AIM OF THE EXERCISE.
Here are some records; copy every line that holds the word "getContext".

(LISTED RECORDS begins)

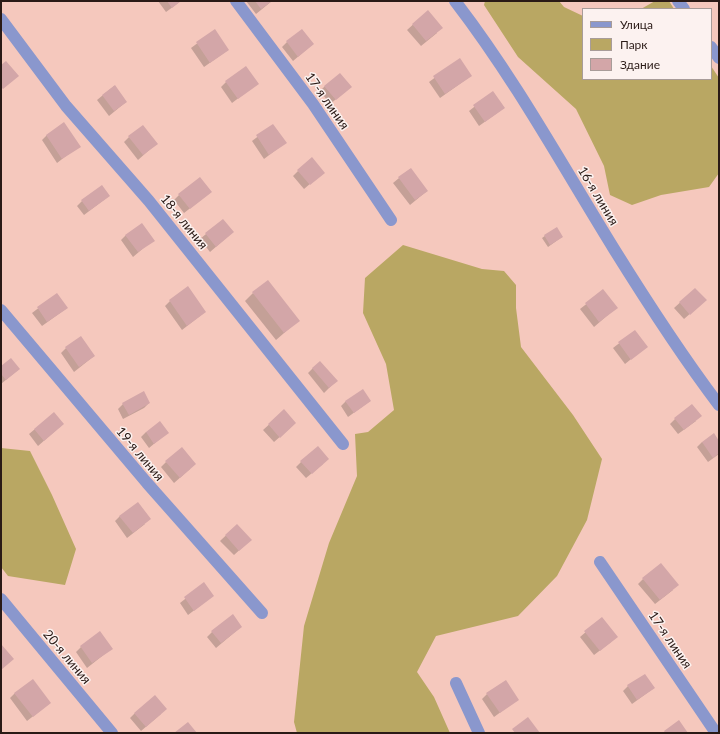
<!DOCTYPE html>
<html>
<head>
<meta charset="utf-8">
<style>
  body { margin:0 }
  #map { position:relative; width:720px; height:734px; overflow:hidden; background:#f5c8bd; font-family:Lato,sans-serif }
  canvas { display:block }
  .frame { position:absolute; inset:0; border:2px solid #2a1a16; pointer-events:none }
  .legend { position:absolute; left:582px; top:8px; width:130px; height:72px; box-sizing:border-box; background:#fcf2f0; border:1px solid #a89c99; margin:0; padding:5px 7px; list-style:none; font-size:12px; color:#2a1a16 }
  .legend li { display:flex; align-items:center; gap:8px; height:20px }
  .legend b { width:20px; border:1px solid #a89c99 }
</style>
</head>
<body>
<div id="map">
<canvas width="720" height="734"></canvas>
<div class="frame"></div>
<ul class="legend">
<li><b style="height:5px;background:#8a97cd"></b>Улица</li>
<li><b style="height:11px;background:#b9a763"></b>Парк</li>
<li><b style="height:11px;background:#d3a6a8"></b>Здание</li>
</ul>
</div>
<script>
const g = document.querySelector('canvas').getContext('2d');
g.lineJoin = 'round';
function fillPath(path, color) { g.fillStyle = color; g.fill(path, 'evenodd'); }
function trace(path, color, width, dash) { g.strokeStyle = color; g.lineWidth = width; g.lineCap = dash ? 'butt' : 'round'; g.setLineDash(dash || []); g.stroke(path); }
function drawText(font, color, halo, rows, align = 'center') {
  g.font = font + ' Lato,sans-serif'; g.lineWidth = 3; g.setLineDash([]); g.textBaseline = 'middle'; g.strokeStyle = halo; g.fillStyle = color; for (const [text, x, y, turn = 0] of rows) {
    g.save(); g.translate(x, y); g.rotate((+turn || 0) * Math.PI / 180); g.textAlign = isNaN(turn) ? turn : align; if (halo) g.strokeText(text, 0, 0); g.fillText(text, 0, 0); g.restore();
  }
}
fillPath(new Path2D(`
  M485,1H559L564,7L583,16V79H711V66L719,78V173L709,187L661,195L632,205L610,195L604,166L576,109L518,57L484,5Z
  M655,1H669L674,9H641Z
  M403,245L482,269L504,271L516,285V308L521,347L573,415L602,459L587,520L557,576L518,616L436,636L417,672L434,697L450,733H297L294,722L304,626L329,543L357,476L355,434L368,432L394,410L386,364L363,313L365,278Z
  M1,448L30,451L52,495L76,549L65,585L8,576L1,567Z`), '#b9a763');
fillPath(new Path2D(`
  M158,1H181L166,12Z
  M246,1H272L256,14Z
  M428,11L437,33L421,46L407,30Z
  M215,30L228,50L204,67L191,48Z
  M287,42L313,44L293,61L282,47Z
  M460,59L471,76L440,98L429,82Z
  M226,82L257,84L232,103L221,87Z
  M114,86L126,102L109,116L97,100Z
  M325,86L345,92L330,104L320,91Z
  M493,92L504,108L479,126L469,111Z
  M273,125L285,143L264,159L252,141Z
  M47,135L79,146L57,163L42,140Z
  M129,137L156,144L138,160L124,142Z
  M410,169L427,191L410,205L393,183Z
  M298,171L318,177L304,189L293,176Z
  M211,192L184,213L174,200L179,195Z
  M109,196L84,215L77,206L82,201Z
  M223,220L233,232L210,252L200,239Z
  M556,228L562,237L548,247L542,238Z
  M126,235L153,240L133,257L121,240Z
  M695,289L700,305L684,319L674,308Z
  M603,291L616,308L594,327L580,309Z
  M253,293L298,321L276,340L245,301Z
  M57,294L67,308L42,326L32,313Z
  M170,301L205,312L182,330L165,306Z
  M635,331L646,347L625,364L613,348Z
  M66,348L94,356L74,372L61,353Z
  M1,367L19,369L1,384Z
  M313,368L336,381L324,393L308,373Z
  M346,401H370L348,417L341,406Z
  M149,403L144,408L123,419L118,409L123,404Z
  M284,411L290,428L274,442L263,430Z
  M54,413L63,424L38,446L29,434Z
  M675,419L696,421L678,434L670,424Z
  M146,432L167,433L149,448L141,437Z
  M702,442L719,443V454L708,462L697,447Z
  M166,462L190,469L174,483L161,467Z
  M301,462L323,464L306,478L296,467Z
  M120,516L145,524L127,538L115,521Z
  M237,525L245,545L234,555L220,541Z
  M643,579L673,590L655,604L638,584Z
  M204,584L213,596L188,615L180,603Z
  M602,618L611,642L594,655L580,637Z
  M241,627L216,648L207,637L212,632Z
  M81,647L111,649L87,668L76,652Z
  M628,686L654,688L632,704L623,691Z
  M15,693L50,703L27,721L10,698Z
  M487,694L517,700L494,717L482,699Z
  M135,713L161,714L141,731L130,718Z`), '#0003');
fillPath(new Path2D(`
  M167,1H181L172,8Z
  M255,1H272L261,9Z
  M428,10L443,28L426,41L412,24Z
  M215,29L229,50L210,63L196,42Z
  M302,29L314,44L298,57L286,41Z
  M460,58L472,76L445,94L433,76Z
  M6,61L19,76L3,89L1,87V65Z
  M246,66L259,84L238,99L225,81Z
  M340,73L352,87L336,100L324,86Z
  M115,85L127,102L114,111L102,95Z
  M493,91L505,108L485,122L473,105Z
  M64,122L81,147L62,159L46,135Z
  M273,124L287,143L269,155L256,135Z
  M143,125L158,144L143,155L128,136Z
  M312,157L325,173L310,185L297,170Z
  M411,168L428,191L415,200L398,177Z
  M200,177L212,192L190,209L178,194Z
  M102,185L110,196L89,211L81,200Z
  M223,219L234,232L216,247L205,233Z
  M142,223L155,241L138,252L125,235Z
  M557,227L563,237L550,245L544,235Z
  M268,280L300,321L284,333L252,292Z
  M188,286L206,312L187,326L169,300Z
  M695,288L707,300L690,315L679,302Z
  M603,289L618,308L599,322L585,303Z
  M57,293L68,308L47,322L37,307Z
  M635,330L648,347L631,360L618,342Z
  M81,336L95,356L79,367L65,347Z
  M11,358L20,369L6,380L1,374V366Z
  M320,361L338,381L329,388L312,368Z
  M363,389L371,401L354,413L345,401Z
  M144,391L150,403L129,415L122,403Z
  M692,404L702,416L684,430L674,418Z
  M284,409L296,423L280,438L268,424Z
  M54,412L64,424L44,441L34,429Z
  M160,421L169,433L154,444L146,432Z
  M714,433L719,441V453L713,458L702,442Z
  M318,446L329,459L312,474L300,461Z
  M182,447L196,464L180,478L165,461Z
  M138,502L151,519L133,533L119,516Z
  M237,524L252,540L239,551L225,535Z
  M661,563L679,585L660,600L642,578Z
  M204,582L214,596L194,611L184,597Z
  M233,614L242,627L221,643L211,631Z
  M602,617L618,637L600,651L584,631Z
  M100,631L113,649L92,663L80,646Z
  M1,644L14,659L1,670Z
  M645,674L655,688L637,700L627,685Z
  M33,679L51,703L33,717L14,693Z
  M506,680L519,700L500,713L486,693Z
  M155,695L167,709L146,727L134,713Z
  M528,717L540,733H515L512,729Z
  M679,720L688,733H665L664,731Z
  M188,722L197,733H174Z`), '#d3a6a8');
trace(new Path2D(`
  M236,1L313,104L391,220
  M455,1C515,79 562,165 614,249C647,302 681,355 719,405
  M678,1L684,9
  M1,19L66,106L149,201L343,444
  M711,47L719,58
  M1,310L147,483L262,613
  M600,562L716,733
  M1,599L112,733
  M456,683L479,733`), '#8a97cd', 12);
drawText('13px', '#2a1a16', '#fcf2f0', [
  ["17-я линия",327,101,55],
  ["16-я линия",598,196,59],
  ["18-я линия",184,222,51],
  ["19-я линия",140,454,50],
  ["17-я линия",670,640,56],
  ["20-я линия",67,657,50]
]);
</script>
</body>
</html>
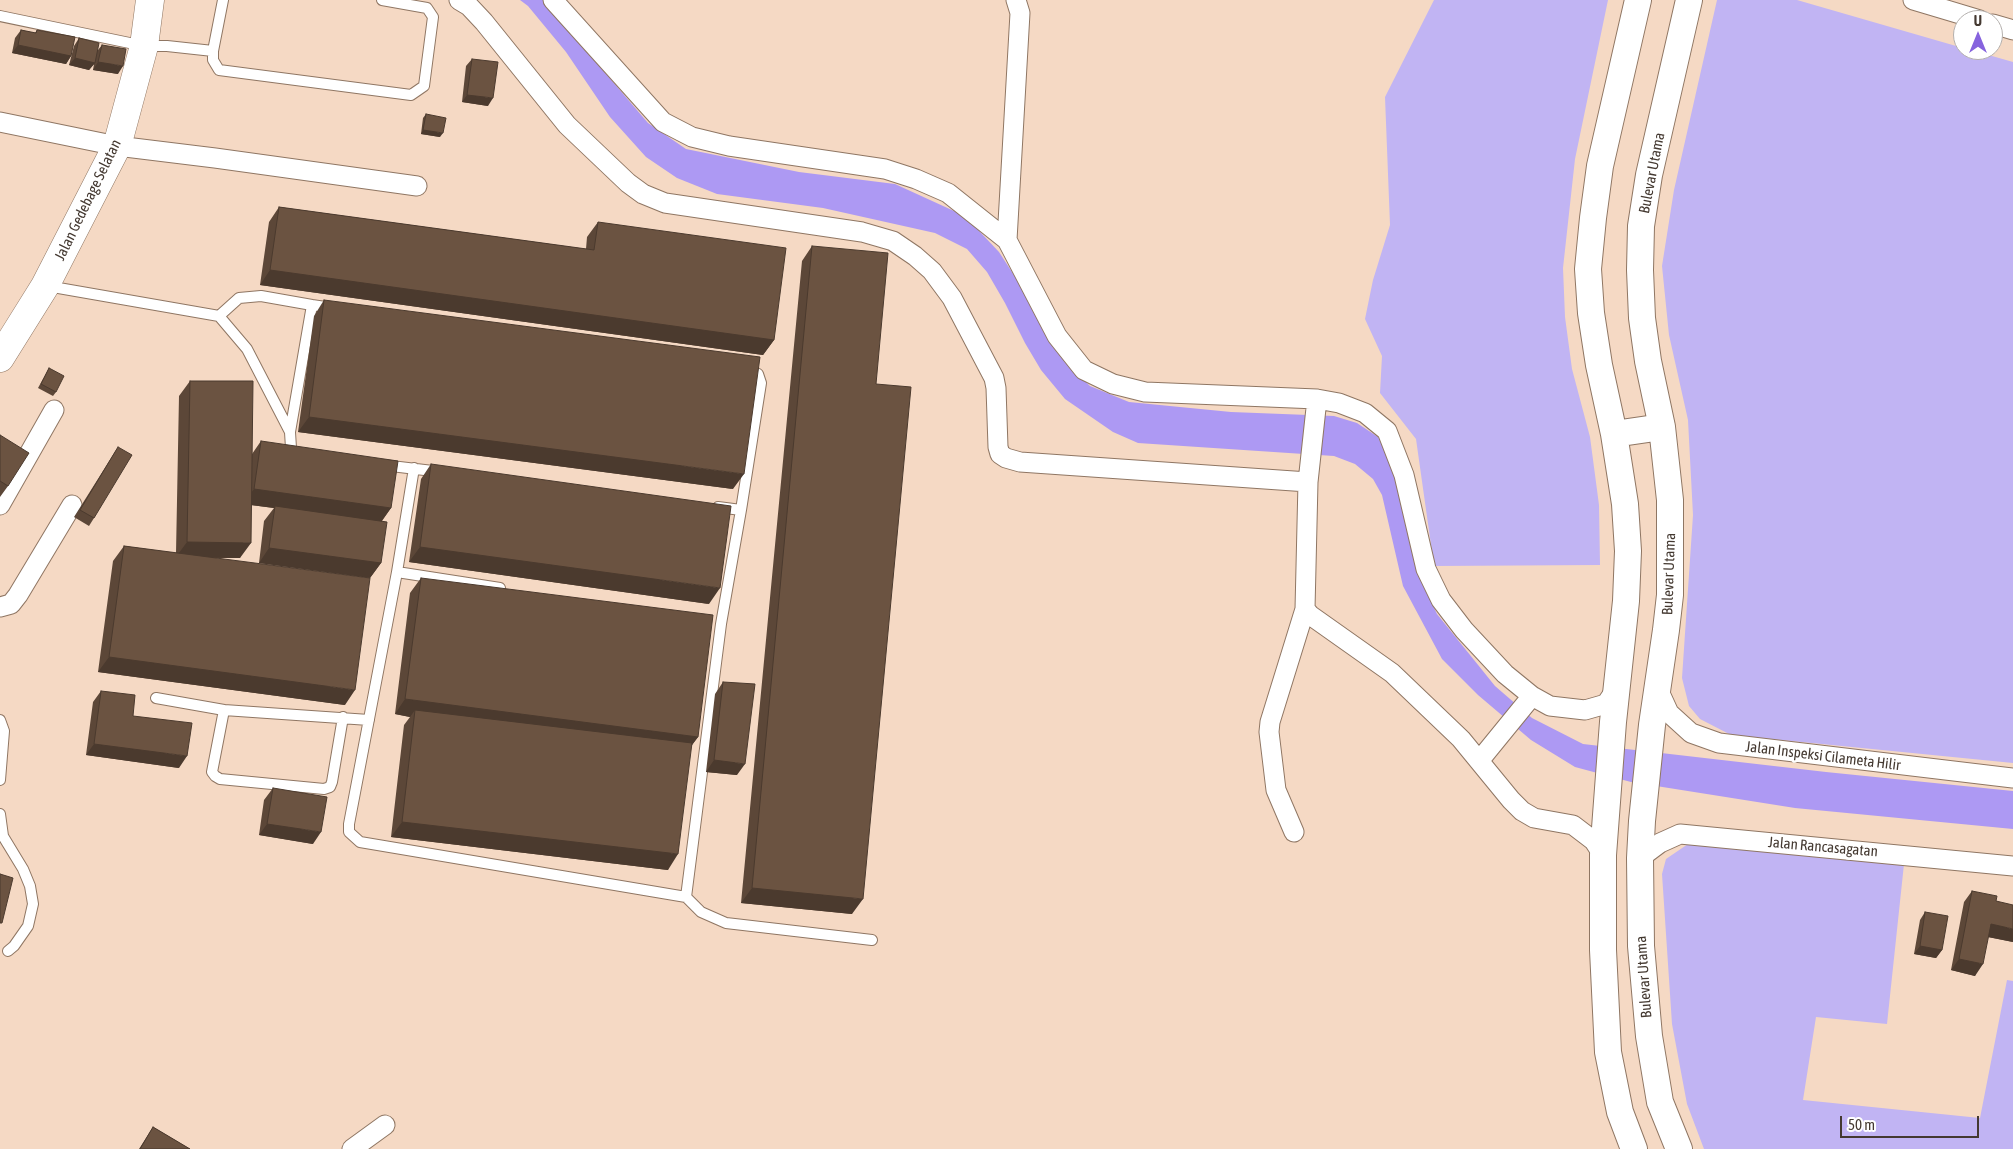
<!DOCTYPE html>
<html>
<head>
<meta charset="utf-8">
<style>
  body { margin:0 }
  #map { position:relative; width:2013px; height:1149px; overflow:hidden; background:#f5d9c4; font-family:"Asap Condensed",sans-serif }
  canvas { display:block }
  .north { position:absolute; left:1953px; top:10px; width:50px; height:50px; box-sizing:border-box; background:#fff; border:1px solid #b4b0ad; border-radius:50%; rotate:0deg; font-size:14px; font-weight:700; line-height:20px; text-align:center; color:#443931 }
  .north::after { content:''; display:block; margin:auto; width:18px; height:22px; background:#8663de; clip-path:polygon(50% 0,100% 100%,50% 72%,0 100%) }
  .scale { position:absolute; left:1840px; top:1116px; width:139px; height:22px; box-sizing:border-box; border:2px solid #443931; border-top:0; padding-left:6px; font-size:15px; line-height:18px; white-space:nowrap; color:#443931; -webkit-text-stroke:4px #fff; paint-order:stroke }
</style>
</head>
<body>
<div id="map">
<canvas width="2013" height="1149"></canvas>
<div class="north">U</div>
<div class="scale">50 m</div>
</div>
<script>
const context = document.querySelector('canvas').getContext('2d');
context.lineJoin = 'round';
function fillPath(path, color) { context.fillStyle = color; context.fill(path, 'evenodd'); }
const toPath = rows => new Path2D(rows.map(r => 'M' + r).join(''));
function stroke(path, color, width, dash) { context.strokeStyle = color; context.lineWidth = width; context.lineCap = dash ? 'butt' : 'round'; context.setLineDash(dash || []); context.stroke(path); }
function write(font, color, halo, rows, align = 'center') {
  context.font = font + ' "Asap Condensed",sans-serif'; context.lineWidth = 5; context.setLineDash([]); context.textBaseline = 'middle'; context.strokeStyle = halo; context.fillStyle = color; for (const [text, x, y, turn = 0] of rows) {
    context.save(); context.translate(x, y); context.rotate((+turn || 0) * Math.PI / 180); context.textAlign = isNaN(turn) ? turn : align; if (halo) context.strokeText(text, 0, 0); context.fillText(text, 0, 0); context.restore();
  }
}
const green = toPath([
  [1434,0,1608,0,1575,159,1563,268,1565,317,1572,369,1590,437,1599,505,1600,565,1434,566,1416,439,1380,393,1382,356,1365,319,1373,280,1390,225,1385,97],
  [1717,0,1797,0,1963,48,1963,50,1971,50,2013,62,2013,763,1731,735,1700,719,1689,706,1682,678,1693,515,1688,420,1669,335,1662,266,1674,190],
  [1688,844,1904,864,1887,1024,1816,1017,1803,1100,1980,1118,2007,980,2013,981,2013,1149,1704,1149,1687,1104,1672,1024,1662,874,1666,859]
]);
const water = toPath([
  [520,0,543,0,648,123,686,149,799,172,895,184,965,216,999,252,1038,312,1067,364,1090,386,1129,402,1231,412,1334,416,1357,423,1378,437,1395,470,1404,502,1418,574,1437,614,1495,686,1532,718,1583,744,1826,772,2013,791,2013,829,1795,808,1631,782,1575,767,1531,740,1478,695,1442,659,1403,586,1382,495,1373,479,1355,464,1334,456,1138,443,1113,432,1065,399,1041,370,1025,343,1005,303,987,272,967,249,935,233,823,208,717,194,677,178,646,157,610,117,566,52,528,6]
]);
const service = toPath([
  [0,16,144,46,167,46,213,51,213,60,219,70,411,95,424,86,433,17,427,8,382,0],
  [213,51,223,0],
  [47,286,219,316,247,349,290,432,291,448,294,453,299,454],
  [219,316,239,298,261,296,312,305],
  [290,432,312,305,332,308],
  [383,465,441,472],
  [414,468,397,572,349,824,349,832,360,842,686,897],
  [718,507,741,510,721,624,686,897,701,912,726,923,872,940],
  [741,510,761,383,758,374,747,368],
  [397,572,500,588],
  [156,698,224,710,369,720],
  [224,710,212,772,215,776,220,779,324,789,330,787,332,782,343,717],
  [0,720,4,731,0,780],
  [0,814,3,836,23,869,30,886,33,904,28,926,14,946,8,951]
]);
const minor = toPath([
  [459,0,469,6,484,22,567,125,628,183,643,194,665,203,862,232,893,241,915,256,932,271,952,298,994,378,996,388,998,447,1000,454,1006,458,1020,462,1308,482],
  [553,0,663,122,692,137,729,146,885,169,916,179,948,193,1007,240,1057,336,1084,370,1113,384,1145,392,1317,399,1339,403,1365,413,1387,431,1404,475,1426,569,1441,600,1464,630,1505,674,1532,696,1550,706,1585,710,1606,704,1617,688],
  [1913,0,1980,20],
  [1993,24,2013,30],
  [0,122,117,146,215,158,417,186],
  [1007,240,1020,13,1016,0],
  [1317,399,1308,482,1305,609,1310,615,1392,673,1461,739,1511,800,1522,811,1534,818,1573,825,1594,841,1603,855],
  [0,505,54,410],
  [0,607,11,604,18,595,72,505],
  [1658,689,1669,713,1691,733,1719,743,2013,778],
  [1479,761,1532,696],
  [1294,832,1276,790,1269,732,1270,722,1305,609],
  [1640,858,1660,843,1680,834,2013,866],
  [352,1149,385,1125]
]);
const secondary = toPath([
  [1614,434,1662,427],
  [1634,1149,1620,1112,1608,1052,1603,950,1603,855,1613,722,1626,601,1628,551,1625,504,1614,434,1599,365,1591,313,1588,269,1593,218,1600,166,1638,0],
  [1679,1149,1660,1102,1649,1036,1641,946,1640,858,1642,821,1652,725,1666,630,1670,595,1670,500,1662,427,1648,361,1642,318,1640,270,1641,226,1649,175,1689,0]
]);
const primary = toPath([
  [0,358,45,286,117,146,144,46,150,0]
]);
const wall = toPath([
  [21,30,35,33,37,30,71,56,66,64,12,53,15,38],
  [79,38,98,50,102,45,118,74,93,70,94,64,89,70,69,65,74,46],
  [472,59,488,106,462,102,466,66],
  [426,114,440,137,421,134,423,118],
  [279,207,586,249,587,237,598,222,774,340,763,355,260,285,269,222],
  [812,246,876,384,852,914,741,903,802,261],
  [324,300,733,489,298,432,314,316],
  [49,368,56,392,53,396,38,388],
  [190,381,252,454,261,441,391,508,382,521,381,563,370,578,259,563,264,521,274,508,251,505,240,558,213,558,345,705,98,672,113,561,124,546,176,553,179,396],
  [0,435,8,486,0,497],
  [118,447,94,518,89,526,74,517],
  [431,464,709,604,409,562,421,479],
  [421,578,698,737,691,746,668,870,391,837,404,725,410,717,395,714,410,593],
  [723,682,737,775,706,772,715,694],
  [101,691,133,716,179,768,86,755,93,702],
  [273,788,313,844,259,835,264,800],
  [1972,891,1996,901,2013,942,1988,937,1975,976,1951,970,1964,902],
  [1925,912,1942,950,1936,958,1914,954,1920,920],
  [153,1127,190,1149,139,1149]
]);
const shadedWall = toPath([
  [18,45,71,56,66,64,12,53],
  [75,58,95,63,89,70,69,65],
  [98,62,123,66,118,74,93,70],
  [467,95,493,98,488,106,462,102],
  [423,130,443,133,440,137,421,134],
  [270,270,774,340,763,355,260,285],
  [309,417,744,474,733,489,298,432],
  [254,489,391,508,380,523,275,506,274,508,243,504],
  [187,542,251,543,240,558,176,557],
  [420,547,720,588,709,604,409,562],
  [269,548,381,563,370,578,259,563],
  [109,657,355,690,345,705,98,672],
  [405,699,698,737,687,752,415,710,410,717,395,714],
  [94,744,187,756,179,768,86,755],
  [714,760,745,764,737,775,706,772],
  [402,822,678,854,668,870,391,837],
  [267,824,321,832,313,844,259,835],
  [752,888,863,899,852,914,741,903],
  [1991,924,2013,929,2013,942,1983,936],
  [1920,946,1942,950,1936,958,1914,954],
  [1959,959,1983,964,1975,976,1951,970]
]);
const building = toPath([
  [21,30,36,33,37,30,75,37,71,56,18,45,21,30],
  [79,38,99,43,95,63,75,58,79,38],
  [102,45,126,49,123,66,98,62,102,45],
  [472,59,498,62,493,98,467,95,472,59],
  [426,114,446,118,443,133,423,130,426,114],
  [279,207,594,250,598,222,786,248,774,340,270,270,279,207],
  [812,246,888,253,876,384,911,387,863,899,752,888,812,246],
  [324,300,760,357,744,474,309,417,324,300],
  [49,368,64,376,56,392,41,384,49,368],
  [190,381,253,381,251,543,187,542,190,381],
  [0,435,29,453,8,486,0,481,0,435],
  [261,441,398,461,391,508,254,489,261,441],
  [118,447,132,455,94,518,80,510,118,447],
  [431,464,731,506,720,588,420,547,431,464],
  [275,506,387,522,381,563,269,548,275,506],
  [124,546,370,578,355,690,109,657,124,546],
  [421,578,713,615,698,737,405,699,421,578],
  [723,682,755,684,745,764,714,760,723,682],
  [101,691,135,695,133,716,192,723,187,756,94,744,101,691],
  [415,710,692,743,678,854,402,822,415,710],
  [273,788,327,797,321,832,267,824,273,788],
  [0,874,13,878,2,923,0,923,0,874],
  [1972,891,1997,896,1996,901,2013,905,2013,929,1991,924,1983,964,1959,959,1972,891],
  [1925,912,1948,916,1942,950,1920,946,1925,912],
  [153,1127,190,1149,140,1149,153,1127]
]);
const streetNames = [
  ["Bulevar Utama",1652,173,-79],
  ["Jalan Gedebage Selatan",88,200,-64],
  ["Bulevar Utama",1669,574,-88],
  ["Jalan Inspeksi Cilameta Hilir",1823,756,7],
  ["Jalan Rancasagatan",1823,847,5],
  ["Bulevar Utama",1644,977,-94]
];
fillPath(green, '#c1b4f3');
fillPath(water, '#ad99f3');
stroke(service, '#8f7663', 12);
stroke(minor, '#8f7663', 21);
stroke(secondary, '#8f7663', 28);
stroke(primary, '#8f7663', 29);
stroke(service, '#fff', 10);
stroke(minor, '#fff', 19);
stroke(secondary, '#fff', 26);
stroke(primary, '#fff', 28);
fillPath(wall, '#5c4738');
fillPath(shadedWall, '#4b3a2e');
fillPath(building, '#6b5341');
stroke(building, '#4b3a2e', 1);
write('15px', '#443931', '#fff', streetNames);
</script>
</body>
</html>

(LISTED RECORDS ends)

WRITTEN ANSWER.
const g = document.querySelector('canvas').getContext('2d');
const context = document.querySelector('canvas').getContext('2d');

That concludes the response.